Directions -
Scan the data below and copy each line where "shadow" occurs.

Collected data entries -
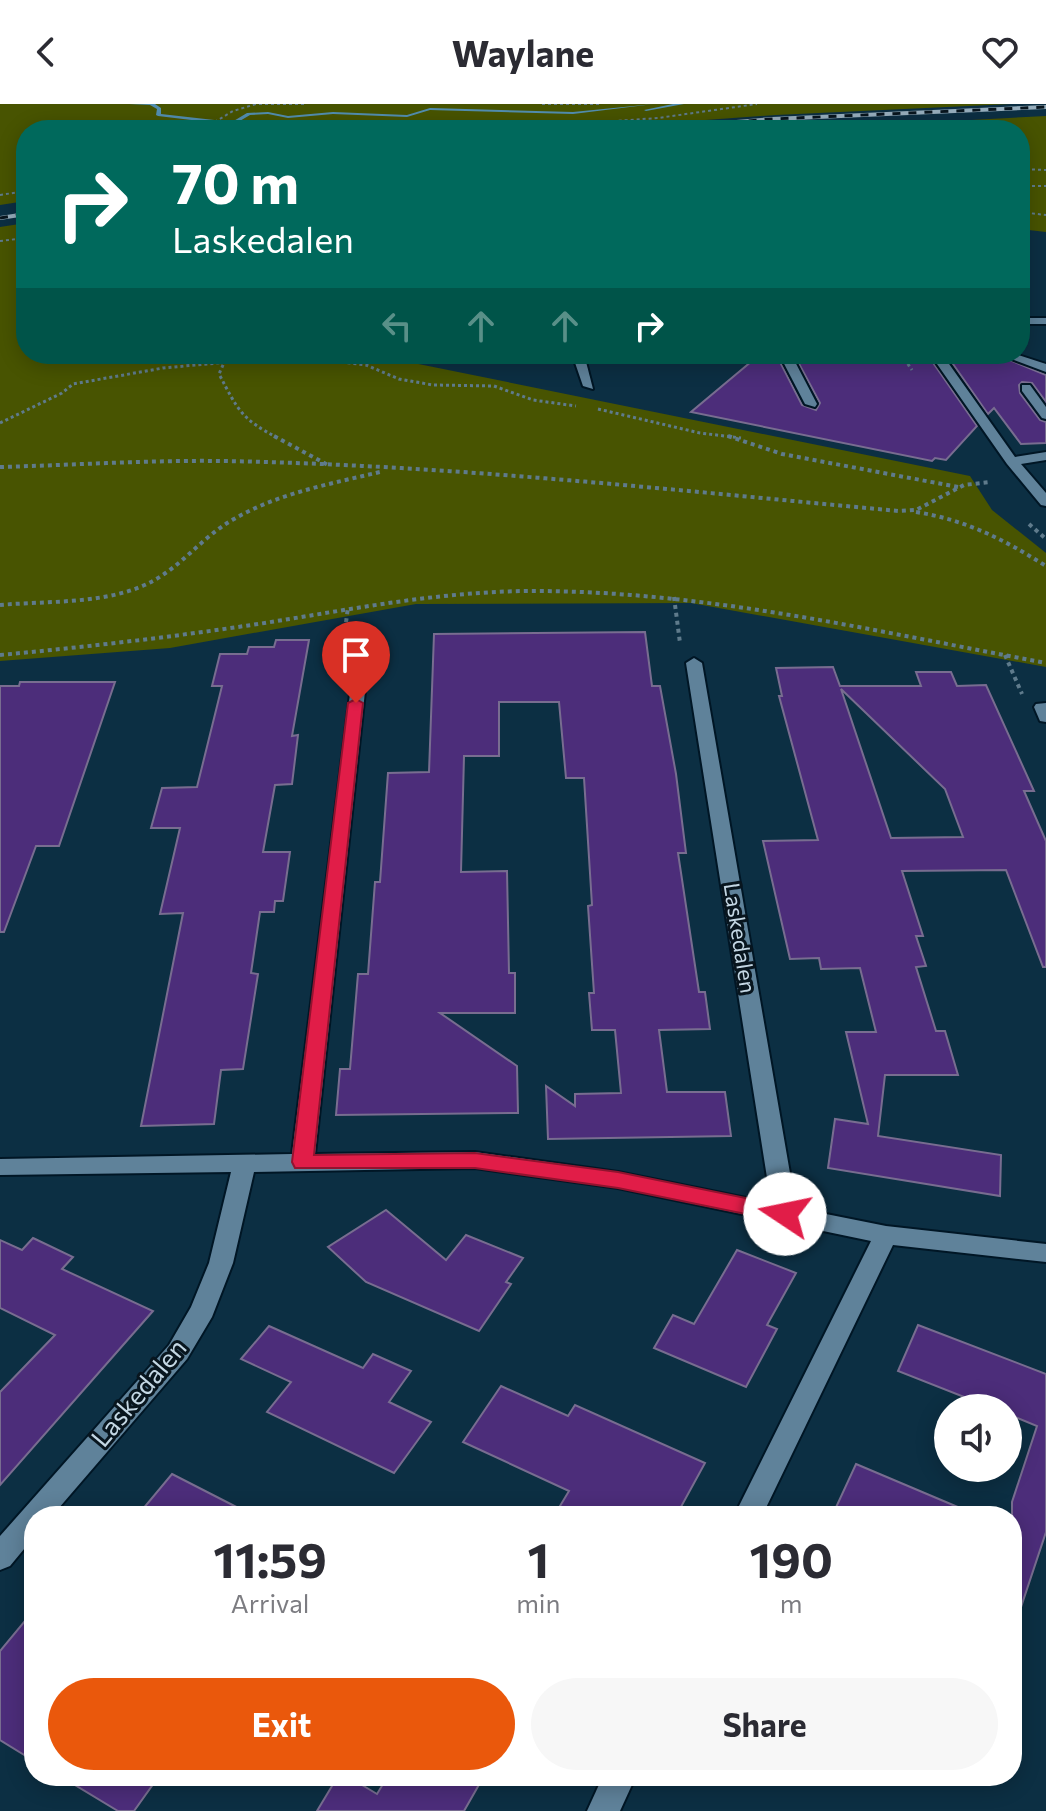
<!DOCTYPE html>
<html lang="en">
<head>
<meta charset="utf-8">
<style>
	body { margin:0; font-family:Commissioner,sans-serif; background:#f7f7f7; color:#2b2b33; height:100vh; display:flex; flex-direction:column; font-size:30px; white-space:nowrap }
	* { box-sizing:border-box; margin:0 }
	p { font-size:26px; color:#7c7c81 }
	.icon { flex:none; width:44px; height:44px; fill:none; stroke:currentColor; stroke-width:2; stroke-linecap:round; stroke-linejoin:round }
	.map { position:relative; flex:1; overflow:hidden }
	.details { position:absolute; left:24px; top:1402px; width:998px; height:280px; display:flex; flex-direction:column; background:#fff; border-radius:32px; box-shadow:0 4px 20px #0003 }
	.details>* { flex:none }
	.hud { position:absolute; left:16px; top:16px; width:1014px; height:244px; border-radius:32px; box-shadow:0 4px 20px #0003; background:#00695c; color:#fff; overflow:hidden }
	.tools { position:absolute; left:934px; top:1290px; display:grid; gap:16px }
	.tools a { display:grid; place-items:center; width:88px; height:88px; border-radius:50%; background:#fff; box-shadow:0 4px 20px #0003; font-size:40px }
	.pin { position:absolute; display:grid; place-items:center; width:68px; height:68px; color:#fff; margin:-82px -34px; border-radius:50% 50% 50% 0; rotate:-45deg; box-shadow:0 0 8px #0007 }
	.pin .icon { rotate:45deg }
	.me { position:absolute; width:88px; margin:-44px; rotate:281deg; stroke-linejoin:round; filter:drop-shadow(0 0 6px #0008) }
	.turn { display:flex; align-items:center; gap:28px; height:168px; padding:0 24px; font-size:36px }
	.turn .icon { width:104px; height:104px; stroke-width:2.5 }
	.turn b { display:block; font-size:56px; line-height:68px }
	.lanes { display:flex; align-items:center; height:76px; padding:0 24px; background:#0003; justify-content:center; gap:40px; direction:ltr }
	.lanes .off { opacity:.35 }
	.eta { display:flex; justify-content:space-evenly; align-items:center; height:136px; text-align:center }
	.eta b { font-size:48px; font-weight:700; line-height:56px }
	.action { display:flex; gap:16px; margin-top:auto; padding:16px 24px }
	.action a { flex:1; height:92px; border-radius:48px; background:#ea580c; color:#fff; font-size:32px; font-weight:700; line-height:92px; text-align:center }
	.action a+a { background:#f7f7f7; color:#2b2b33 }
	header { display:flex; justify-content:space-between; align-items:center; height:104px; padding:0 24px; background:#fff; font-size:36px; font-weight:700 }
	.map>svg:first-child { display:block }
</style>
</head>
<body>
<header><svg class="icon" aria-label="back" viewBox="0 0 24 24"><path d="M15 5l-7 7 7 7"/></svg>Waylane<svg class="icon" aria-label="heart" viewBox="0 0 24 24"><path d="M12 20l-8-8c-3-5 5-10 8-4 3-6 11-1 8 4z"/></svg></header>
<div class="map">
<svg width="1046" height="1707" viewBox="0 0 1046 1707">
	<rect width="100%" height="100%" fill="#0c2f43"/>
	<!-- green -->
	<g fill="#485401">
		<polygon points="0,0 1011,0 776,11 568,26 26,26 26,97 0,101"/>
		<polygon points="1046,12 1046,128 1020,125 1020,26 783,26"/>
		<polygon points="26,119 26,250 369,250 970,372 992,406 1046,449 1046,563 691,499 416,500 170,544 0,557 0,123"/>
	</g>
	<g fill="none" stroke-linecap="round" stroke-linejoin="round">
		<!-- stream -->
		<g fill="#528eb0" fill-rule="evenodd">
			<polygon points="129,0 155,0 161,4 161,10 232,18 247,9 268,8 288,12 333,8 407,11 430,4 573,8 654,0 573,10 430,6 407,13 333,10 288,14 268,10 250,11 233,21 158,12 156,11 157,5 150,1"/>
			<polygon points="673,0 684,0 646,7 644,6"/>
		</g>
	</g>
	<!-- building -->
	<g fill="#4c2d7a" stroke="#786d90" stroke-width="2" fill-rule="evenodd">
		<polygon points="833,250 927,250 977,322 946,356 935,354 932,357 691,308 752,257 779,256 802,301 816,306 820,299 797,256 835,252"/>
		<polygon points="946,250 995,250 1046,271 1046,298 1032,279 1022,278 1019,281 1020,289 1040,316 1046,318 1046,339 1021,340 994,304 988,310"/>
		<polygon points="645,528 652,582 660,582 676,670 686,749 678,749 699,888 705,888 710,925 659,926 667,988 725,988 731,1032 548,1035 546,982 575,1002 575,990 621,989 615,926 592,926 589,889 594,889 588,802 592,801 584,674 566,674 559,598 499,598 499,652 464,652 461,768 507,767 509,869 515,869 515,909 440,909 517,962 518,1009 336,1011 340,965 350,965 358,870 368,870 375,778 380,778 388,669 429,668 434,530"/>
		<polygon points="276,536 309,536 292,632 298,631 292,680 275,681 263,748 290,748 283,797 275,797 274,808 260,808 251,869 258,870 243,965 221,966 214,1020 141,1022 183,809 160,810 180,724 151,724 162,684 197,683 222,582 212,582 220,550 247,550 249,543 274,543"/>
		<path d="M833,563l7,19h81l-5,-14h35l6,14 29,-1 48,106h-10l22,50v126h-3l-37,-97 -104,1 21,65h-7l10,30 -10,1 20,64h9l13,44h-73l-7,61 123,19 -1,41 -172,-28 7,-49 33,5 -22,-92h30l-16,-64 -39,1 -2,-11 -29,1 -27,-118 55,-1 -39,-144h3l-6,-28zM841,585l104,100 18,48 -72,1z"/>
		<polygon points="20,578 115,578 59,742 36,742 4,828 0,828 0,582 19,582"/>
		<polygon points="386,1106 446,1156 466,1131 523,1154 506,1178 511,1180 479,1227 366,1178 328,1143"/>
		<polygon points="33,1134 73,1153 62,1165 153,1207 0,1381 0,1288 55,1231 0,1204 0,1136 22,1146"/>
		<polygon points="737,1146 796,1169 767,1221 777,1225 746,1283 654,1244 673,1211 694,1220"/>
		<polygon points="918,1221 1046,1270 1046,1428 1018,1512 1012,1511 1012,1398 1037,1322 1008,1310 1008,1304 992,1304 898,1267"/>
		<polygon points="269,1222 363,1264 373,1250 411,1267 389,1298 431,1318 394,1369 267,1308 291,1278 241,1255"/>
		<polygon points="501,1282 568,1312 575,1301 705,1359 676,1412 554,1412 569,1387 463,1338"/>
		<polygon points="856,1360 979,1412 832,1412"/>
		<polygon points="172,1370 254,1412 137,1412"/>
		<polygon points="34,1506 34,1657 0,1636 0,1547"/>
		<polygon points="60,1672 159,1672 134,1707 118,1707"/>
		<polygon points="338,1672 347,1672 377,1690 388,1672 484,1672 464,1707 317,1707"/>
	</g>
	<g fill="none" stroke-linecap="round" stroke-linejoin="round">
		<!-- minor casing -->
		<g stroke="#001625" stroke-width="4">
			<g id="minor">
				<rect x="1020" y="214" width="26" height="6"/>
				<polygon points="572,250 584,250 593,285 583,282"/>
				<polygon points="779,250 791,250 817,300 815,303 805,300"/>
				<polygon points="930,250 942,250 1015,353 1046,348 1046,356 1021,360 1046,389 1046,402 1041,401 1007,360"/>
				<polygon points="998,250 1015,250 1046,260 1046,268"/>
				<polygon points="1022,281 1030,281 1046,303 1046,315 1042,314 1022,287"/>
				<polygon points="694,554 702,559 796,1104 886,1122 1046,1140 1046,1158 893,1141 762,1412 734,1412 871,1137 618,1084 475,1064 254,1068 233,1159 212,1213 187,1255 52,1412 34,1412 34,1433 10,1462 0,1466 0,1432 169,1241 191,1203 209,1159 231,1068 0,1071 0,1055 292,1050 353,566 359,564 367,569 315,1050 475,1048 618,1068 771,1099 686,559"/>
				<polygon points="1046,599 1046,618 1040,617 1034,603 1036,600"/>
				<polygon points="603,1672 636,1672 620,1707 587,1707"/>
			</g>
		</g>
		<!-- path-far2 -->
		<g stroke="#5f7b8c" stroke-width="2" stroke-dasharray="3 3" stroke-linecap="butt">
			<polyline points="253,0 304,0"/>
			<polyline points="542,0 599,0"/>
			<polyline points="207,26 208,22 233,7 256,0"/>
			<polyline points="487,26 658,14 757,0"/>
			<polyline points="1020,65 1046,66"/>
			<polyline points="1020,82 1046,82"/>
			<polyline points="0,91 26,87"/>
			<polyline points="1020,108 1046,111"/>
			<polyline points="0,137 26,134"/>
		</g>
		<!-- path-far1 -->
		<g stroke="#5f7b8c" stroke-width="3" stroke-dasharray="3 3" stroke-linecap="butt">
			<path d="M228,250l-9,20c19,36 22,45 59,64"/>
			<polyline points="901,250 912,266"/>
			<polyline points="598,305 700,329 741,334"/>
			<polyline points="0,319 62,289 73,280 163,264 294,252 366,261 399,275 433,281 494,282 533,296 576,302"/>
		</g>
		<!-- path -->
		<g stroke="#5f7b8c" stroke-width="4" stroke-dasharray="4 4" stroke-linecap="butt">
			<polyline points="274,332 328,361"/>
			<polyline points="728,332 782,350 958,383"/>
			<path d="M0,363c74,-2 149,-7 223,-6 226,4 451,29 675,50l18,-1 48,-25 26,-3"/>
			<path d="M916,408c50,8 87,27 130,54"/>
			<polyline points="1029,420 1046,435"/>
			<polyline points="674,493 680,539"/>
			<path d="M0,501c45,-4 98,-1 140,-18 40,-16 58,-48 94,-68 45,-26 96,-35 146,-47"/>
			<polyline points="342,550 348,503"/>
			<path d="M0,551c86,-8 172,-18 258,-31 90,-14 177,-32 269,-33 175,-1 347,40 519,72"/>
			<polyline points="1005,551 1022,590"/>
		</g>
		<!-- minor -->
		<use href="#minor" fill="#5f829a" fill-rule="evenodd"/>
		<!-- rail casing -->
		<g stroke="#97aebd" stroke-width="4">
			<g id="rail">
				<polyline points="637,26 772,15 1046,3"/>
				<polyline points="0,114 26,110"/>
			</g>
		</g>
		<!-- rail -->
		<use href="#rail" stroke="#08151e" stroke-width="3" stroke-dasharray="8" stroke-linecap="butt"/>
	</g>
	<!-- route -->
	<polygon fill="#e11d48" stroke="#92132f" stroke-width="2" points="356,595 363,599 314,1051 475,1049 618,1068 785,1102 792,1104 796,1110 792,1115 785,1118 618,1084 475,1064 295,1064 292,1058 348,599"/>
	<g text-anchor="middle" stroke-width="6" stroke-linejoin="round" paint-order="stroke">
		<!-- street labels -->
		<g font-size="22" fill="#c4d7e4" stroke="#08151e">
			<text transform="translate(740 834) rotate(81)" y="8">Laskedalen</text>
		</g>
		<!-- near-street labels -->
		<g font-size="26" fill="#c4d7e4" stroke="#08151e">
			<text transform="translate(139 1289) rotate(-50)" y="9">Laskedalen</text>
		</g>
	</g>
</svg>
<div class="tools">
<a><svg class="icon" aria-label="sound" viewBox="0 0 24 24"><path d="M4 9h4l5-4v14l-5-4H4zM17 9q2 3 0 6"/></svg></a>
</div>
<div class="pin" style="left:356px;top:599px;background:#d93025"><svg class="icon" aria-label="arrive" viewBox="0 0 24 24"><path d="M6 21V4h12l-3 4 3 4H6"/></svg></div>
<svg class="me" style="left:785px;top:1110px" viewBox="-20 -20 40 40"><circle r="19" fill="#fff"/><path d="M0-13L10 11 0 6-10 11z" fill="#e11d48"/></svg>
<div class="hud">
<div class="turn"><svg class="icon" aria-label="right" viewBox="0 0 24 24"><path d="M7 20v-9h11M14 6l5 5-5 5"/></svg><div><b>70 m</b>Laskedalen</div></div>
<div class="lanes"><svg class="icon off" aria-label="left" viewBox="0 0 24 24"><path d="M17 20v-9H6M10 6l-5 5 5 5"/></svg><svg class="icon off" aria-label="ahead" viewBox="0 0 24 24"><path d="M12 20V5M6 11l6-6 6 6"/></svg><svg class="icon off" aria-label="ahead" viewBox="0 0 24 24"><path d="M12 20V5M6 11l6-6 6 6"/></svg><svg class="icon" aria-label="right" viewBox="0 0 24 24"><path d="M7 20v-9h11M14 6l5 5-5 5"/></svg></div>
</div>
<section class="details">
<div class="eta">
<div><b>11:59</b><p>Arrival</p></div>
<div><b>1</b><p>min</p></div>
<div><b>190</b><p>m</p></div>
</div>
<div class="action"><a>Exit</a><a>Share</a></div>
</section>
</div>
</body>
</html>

Result below -
	.details { position:absolute; left:24px; top:1402px; width:998px; height:280px; display:flex; flex-direction:column; background:#fff; border-radius:32px; box-shadow:0 4px 20px #0003 }
	.hud { position:absolute; left:16px; top:16px; width:1014px; height:244px; border-radius:32px; box-shadow:0 4px 20px #0003; background:#00695c; color:#fff; overflow:hidden }
	.tools a { display:grid; place-items:center; width:88px; height:88px; border-radius:50%; background:#fff; box-shadow:0 4px 20px #0003; font-size:40px }
	.pin { position:absolute; display:grid; place-items:center; width:68px; height:68px; color:#fff; margin:-82px -34px; border-radius:50% 50% 50% 0; rotate:-45deg; box-shadow:0 0 8px #0007 }
	.me { position:absolute; width:88px; margin:-44px; rotate:281deg; stroke-linejoin:round; filter:drop-shadow(0 0 6px #0008) }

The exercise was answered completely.